Pillar 3a Switzerland 2026: CHF 7'258 tax deduction, VIAC vs finpension vs frankly comparison, TER 0.39-0.62%, save up to CHF 4'200/year in taxes.

Pillar 3a Switzerland 2026 | VIAC vs finpension vs frankly

Key Takeaways

Pillar 3a (Säule 3a / 3ème pilier / pilastro 3a) is Switzerland's most powerful tax-saving tool for private retirement. The 2026 maximum contribution is CHF 7'258 (employed with pension fund) or CHF 36'288 (self-employed without 2nd pillar, max 20% of net income) per BVV3/OPP3 (SR 831.461.3) and BVG/LPP (SR 831.40). With the right provider you save CHF 1'000-4'200/year in taxes depending on canton and income. Lowest-fee securities accounts are finpension (TER from 0.39%), VIAC (0.44-0.52%) and frankly (0.44-0.62%).

What is Pillar 3a and Why It Matters in Switzerland

Pillar 3a (Säule 3a) is Switzerland's most powerful tax-saving tool for retirement. You can deduct up to CHF 7'258 annually from your taxable income while building wealth for retirement. Whether you choose traditional bank accounts or modern investment solutions, understanding Pillar 3a is essential for every Swiss resident planning for retirement.

Related articles in the Swiss pension cluster:

Note: this guide focuses on the Bank-3a / Securities-3a comparison.
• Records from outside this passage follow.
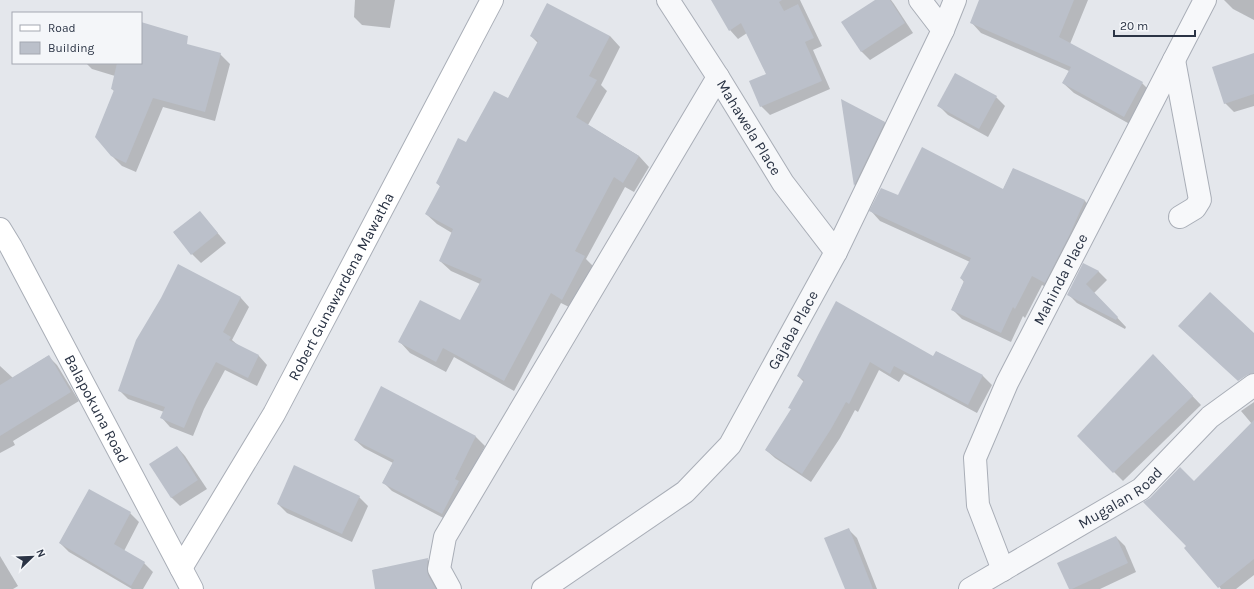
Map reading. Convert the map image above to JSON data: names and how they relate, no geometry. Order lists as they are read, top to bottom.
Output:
{
  "streets": {
    "main road": ["Robert Gunawardena Mawatha", "Balapokuna Road"],
    "street": [
      "Mahawela Place",
      "Mahinda Place",
      "Gajaba Place",
      "Mugalan Road"
    ]
  },
  "crossings": [
    ["Mahawela Place", "Gajaba Place"],
    ["Mahinda Place", "Mugalan Road"],
    ["Robert Gunawardena Mawatha", "Balapokuna Road"]
  ],
  "legend": ["Road", "Building"],
  "scale_bar": "20 m",
  "north": "top right"
}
The 2026 retroactive contribution reform (Säule 3a Nachkauf) is a separate topic - verify eligibility with cantonal tax authorities.

Pillar 3a works alongside Switzerland's three-pillar retirement system:

Pillar 1 (AHV/IV): The state pension providing basic needs in retirement.

Pillar 2 (BVG/LPP): The occupational pension that maintains your living standard during retirement. This is mandatory for employees earning over CHF 22'050 per year (2026).

Pillar 3a: The voluntary private pension that fills gaps in your retirement planning and provides tax advantages unavailable through other vehicles.

2026 Contribution Limits

For Employed Persons with Pillar 2

If you have a pension fund (BVG) through your employer, your maximum annual Pillar 3a contribution is CHF 7'258 (2026 limit). This limit increases slightly each year to account for inflation.

This is the most common situation for full-time employees in Switzerland.

For Self-Employed or Those Without Pillar 2

If you do not have an occupational pension (either because you are self-employed or your employer does not offer one), you can contribute up to 20% of your net self-employment income, with a maximum of CHF 36'288 per year (2026).

This higher limit makes Pillar 3a particularly valuable for self-employed individuals who lose out on Pillar 2 coverage.

Contribution Deadlines

To count for a specific tax year, contributions must be received by your 3a provider by December 31. Most providers process payments until December 28-29 to ensure clearance.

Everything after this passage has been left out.